[Saved entries]
______________________________
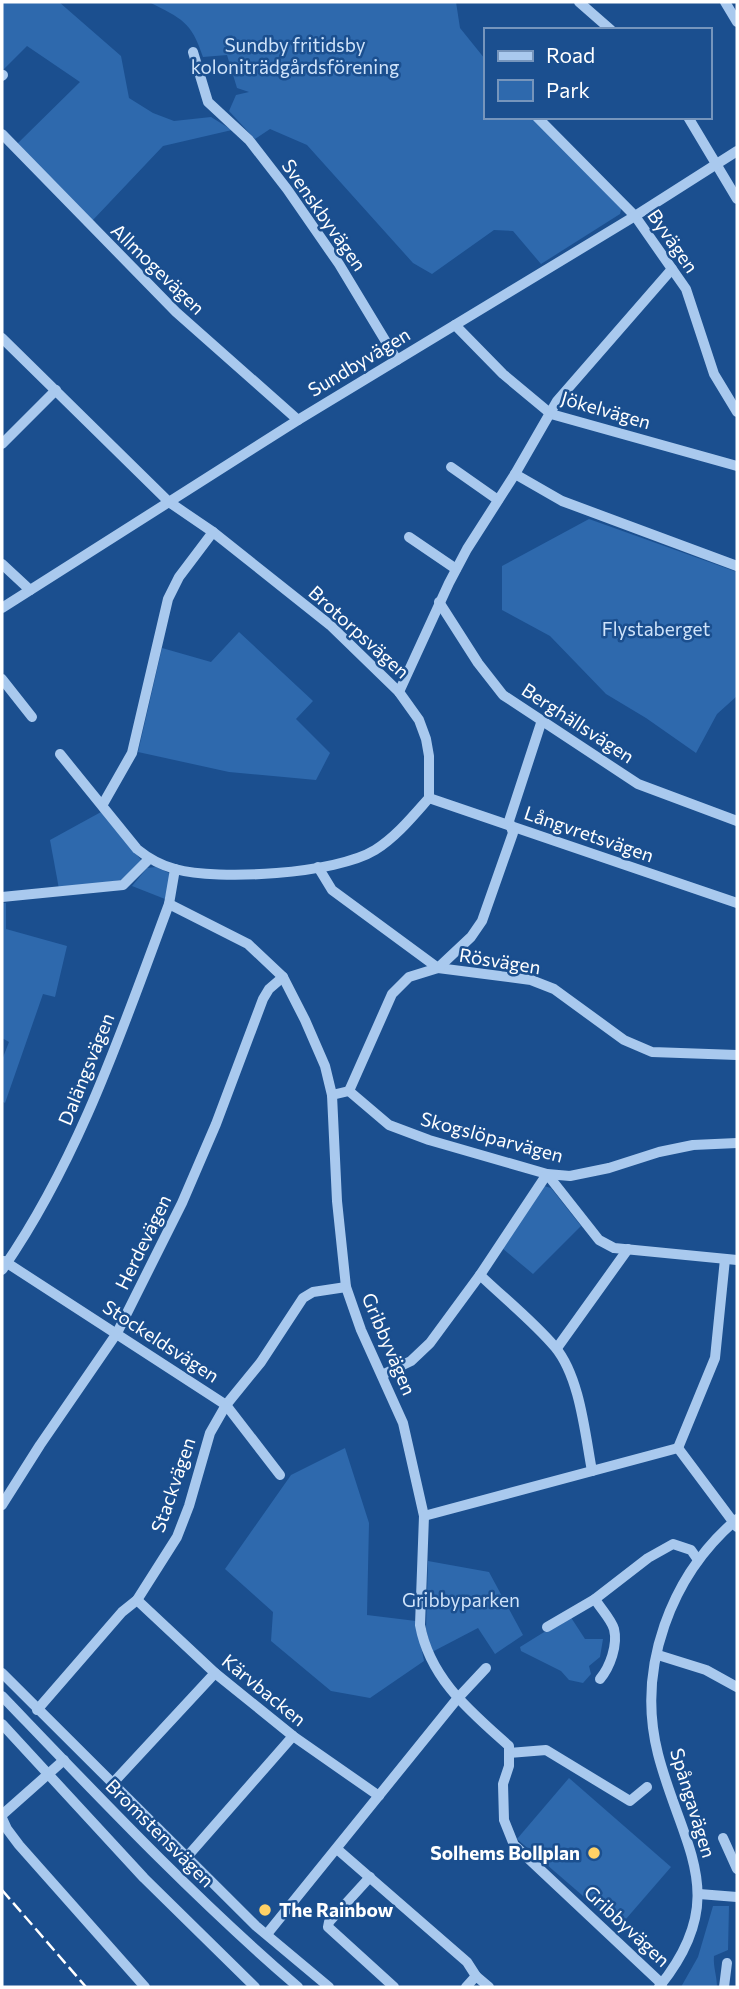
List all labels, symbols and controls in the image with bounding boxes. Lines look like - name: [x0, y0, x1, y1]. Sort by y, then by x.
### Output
- legend: [484, 28, 711, 119]
- park label: Sundby fritidsby koloniträdgårdsförening: [191, 33, 399, 78]
- text: Road: [546, 42, 595, 67]
- text: Park: [546, 77, 590, 102]
- street label: Svenskbyvägen: [277, 154, 371, 275]
- street label: Byvägen: [643, 204, 704, 277]
- street label: Allmogevägen: [107, 218, 210, 319]
- street label: Sundbyvägen: [304, 322, 414, 401]
- street label: Jökelvägen: [559, 386, 654, 433]
- street label: Brotorpsvägen: [304, 580, 414, 683]
- park label: Flystaberget: [602, 617, 710, 640]
- street label: Berghällsvägen: [518, 678, 639, 767]
- street label: Långvretsvägen: [521, 801, 657, 866]
- street label: Rösvägen: [458, 943, 542, 978]
- street label: Dalängsvägen: [53, 1009, 118, 1128]
- street label: Skogslöparvägen: [418, 1106, 566, 1167]
- street label: Herdevägen: [110, 1191, 175, 1293]
- street label: Gribbyvägen: [358, 1289, 421, 1398]
- street label: Stockeldsvägen: [99, 1294, 224, 1387]
- street label: Stackvägen: [146, 1434, 199, 1535]
- park label: Gribbyparken: [402, 1588, 520, 1611]
- street label: Kärvbacken: [218, 1649, 311, 1730]
- street label: Spångavägen: [666, 1745, 721, 1860]
- street label: Bromstensvägen: [101, 1774, 219, 1892]
- place label: Solhems Bollplan: [430, 1841, 580, 1864]
- marker: Solhems Bollplan: [586, 1845, 602, 1861]
- street label: Gribbyvägen: [580, 1880, 675, 1971]
- place label: The Rainbow: [279, 1898, 393, 1921]
- marker: The Rainbow: [257, 1902, 273, 1918]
______________________________
### Exercise description
Please return all lines above in which the string "text" is found.

### Expected answer
- text: Road: [546, 42, 595, 67]
- text: Park: [546, 77, 590, 102]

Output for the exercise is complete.